- _Supplied entries_

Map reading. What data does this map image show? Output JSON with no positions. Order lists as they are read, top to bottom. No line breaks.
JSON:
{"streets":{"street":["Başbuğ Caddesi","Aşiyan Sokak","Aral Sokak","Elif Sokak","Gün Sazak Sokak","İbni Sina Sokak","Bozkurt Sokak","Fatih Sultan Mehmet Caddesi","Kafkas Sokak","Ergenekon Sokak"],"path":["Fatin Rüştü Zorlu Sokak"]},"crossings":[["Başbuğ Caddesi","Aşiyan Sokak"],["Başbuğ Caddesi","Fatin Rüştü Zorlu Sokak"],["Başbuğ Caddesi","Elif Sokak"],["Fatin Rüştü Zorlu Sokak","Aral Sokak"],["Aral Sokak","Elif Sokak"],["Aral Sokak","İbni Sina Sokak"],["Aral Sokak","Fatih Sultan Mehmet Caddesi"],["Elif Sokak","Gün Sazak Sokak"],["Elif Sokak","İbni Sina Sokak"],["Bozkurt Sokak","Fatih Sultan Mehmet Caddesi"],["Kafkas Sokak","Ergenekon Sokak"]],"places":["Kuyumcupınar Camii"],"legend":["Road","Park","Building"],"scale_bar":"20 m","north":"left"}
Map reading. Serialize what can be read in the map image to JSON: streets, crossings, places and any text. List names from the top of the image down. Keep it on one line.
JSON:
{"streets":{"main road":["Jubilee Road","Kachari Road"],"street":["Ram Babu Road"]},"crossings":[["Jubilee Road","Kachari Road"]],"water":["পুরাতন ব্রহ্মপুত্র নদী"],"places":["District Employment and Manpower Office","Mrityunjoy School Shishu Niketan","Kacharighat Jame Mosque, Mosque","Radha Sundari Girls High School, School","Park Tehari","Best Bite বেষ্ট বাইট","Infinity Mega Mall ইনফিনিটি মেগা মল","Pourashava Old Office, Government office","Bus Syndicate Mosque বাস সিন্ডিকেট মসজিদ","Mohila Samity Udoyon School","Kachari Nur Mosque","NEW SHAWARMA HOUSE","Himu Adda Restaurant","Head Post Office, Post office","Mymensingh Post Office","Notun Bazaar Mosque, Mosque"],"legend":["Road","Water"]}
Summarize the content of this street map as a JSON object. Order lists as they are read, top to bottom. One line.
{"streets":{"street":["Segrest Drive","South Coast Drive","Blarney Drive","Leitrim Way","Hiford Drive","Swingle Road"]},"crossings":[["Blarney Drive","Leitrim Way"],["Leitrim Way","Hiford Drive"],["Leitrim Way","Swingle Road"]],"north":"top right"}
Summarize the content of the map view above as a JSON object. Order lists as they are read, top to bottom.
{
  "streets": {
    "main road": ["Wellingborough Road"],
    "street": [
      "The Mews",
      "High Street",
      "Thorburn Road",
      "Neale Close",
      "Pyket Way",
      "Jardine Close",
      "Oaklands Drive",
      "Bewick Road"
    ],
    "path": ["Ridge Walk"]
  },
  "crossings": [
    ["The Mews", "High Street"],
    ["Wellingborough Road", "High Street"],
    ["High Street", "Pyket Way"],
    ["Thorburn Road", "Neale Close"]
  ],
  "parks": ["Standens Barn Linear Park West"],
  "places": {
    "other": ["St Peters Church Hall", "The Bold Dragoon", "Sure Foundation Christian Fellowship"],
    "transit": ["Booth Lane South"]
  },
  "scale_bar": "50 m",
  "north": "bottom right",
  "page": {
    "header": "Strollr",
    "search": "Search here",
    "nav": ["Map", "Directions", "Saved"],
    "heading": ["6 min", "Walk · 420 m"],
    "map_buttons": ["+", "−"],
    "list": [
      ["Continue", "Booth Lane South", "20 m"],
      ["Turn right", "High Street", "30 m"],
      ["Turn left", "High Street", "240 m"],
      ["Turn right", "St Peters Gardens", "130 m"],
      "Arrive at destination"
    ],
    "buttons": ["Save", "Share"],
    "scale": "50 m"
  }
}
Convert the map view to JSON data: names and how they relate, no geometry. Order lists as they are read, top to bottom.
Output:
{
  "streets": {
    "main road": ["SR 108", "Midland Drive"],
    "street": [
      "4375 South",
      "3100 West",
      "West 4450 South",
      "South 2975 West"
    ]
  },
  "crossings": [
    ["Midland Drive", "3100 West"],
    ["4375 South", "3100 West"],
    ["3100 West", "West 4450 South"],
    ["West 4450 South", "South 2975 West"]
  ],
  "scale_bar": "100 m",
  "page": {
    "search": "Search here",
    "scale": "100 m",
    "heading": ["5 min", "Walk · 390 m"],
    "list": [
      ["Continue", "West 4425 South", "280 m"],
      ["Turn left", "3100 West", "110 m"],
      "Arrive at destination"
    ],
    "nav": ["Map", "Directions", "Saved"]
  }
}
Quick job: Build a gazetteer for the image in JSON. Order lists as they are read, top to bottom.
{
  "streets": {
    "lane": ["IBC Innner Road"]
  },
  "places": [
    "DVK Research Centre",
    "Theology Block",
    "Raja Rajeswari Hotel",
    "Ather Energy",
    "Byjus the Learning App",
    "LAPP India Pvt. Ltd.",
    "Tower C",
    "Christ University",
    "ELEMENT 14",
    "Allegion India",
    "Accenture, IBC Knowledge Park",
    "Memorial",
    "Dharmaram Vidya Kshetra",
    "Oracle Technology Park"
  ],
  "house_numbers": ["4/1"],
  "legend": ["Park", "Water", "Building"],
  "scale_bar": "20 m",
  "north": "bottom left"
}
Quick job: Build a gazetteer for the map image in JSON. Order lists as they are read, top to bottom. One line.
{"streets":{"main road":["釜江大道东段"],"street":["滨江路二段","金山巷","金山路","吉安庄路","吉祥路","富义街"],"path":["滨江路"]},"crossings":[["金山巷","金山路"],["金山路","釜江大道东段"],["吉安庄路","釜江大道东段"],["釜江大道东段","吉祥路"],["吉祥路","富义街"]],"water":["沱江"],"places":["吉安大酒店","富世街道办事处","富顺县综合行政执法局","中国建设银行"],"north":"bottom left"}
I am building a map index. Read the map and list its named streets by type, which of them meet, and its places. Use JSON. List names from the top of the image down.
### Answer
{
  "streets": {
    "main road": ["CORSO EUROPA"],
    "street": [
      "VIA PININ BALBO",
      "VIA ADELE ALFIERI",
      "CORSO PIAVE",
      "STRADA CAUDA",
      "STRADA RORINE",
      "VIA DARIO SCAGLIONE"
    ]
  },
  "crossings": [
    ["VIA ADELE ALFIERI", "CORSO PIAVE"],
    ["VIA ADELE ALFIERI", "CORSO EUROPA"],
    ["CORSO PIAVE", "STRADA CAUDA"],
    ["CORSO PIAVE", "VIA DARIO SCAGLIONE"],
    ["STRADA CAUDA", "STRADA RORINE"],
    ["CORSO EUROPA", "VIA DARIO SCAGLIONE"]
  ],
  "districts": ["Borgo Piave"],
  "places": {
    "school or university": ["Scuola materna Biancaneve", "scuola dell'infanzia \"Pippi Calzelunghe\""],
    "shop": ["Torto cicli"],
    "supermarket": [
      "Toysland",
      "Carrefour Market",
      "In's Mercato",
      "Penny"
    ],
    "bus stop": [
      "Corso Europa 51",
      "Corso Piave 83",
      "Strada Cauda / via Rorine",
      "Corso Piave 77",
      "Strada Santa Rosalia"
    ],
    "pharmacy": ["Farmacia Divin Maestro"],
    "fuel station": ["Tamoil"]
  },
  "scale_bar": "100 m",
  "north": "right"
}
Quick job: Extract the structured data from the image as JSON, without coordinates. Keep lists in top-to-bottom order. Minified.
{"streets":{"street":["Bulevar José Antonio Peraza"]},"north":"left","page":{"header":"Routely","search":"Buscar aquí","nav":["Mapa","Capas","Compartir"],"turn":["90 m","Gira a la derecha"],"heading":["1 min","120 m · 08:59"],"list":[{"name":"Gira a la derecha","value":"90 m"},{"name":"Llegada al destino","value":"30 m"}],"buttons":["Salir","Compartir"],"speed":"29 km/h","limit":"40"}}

- _Task item_
Everything starting at the line containing "Quick job: Build a gazetteer for the map" and ending at the line containing "I am building" in the records above should be repeated exactly, and only that.

- _Task answer_
Quick job: Build a gazetteer for the map image in JSON. Order lists as they are read, top to bottom. One line.
{"streets":{"main road":["釜江大道东段"],"street":["滨江路二段","金山巷","金山路","吉安庄路","吉祥路","富义街"],"path":["滨江路"]},"crossings":[["金山巷","金山路"],["金山路","釜江大道东段"],["吉安庄路","釜江大道东段"],["釜江大道东段","吉祥路"],["吉祥路","富义街"]],"water":["沱江"],"places":["吉安大酒店","富世街道办事处","富顺县综合行政执法局","中国建设银行"],"north":"bottom left"}
I am building a map index. Read the map and list its named streets by type, which of them meet, and its places. Use JSON. List names from the top of the image down.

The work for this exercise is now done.